[[ Input, beginning ]]

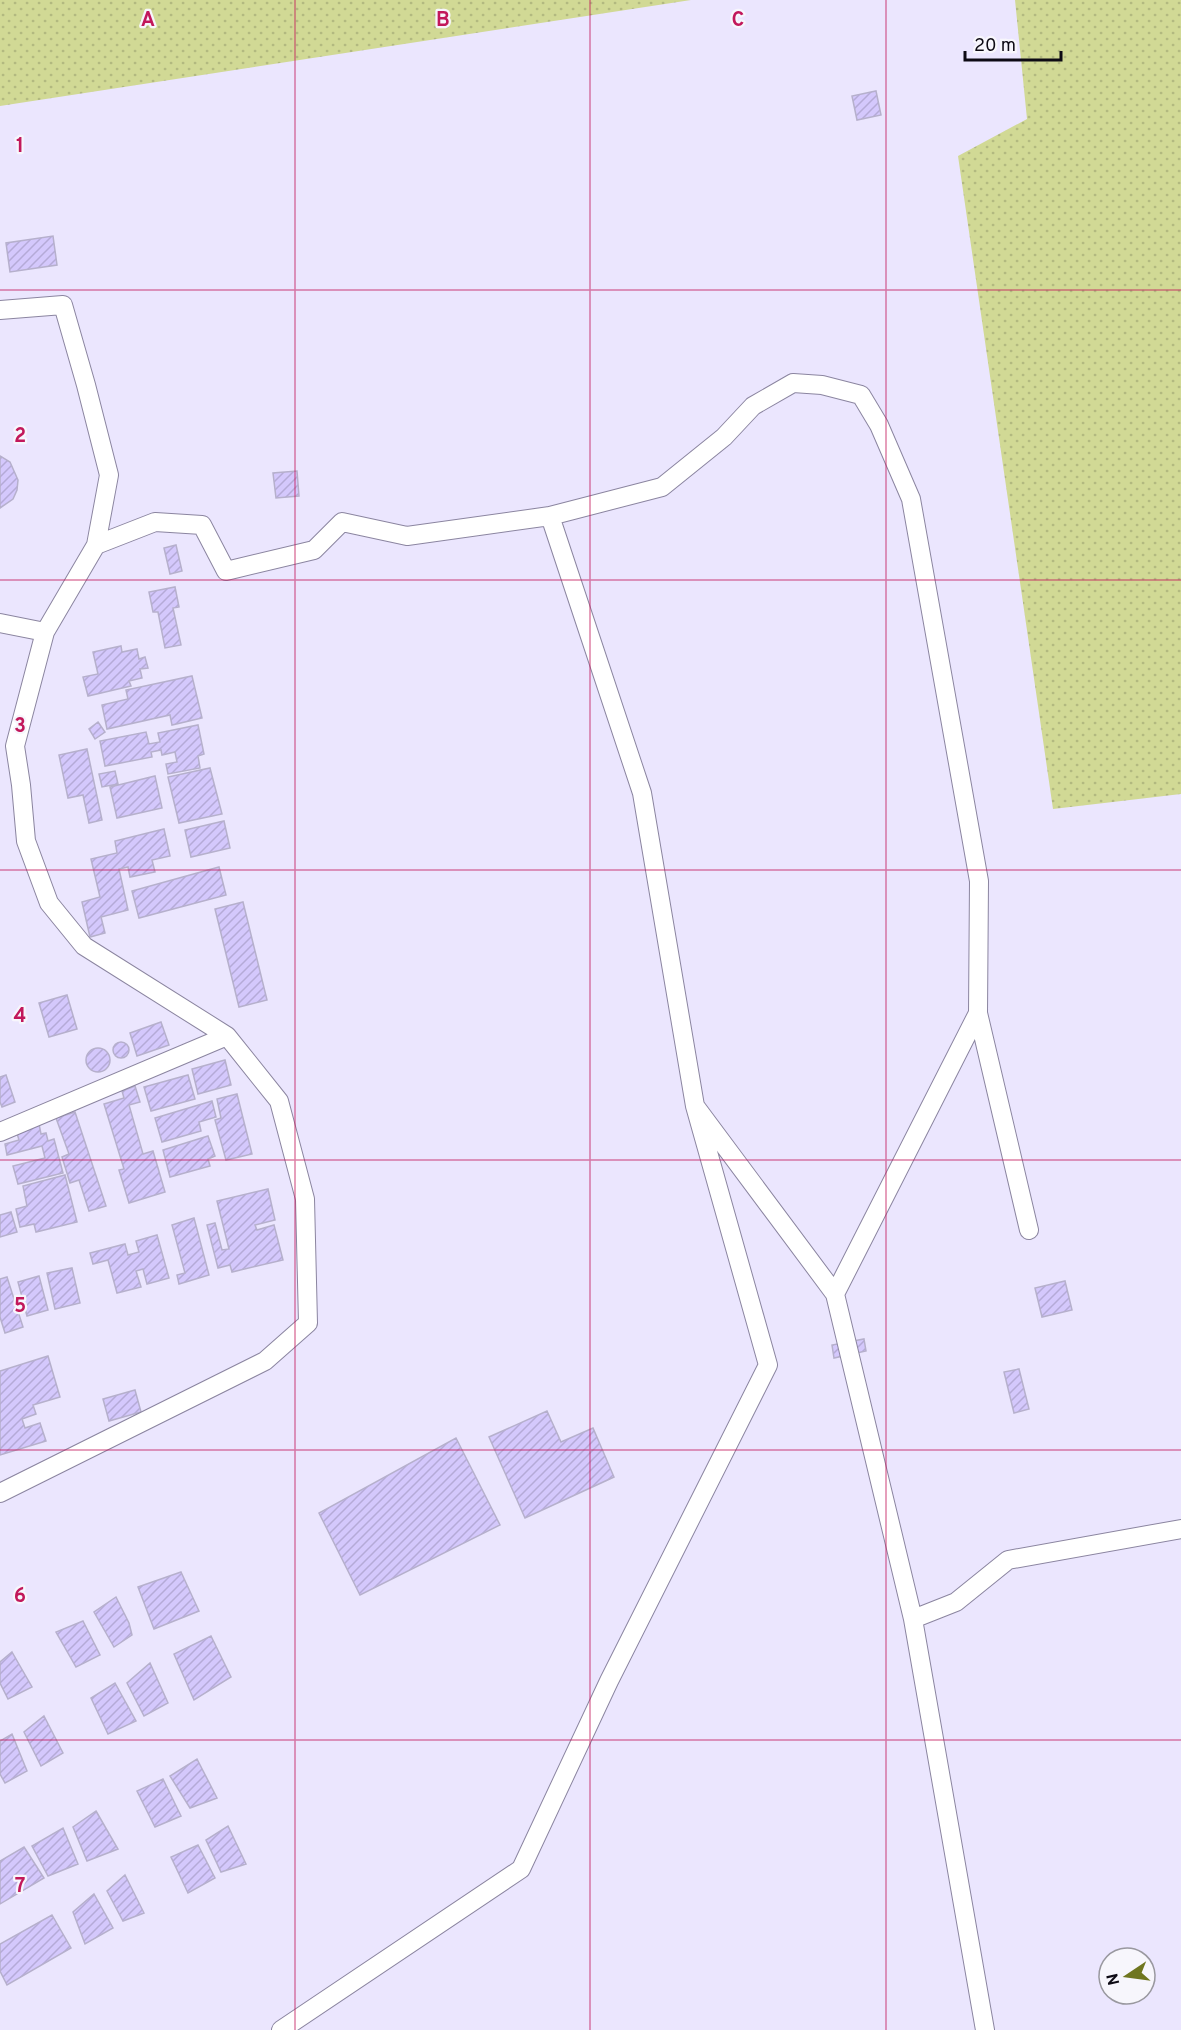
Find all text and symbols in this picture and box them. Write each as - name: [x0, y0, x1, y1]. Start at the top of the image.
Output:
- text: A: [141, 8, 155, 34]
- text: B: [436, 8, 450, 34]
- text: C: [732, 8, 744, 34]
- scale bar: [965, 24, 1061, 62]
- text: 20 m: [974, 35, 1016, 58]
- text: 1: [16, 134, 24, 160]
- text: 2: [14, 424, 26, 450]
- text: 3: [14, 714, 26, 740]
- text: 4: [14, 1004, 26, 1030]
- text: 5: [14, 1294, 26, 1320]
- text: 6: [14, 1584, 26, 1610]
- text: 7: [15, 1874, 25, 1900]
- north arrow: [1097, 1946, 1157, 2006]
- text: N: [1103, 1971, 1125, 1987]

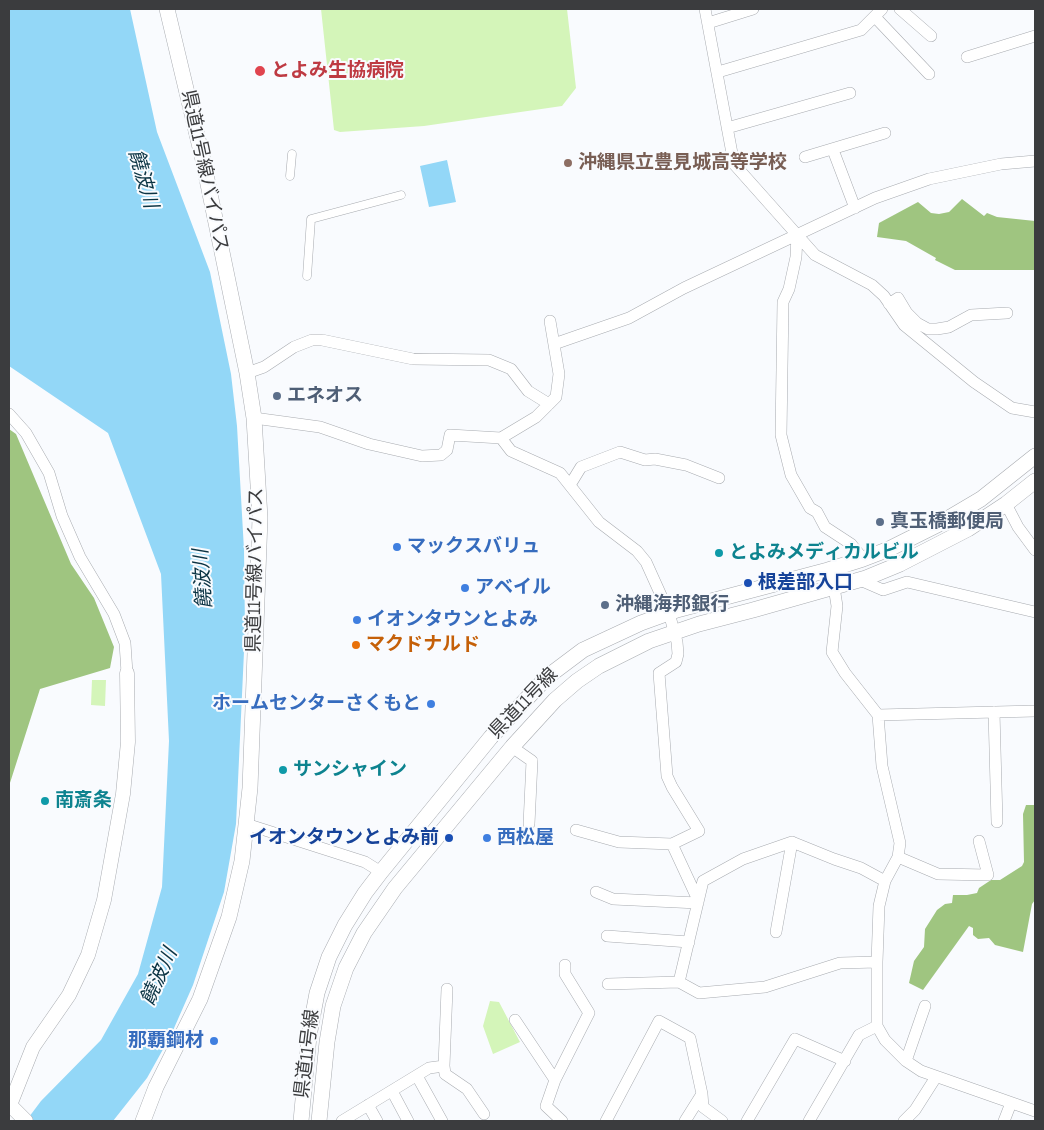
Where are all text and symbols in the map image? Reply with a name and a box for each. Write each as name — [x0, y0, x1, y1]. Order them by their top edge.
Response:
place label: とよみ生協病院 — [271, 60, 404, 82]
marker: とよみ生協病院 — [253, 64, 267, 78]
street label: 県道11号線バイパス — [176, 88, 232, 254]
water label: 饒波川 — [122, 147, 162, 211]
place label: 沖縄県立豊見城高等学校 — [578, 152, 787, 174]
marker: 沖縄県立豊見城高等学校 — [562, 157, 574, 169]
place label: エネオス — [287, 385, 363, 407]
marker: エネオス — [271, 390, 283, 402]
street label: 県道11号線バイパス — [243, 487, 269, 653]
place label: 真玉橋郵便局 — [890, 511, 1004, 533]
marker: 真玉橋郵便局 — [874, 516, 886, 528]
place label: マックスバリュ — [407, 536, 540, 558]
marker: マックスバリュ — [391, 541, 403, 553]
place label: とよみメディカルビル — [729, 542, 919, 564]
marker: とよみメディカルビル — [713, 547, 725, 559]
water label: 饒波川 — [190, 548, 218, 610]
place label: 根差部入口 — [758, 572, 853, 594]
place label: アベイル — [475, 577, 551, 599]
marker: 根差部入口 — [742, 577, 754, 589]
marker: アベイル — [459, 582, 471, 594]
place label: 沖縄海邦銀行 — [615, 594, 729, 616]
marker: 沖縄海邦銀行 — [599, 599, 611, 611]
place label: イオンタウンとよみ — [367, 609, 538, 631]
marker: イオンタウンとよみ — [351, 614, 363, 626]
place label: マクドナルド — [366, 634, 480, 656]
marker: マクドナルド — [350, 639, 362, 651]
street label: 県道11号線 — [485, 664, 563, 744]
place label: ホームセンターさくもと — [212, 693, 421, 715]
marker: ホームセンターさくもと — [425, 698, 437, 710]
place label: サンシャイン — [293, 759, 407, 781]
marker: サンシャイン — [277, 764, 289, 776]
place label: 南斎条 — [55, 790, 112, 812]
marker: 南斎条 — [39, 795, 51, 807]
place label: イオンタウンとよみ前 — [249, 827, 439, 849]
place label: 西松屋 — [497, 827, 554, 849]
marker: イオンタウンとよみ前 — [443, 832, 455, 844]
marker: 西松屋 — [481, 832, 493, 844]
water label: 饒波川 — [137, 945, 183, 1009]
street label: 県道11号線 — [291, 1008, 325, 1100]
place label: 那覇鋼材 — [128, 1030, 204, 1052]
marker: 那覇鋼材 — [208, 1035, 220, 1047]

[[ Input, end ]]

-- To do --
Find all lines holding the word "サンシャイン" in the records above and copy them.

-- Reply --
place label: サンシャイン — [293, 759, 407, 781]
marker: サンシャイン — [277, 764, 289, 776]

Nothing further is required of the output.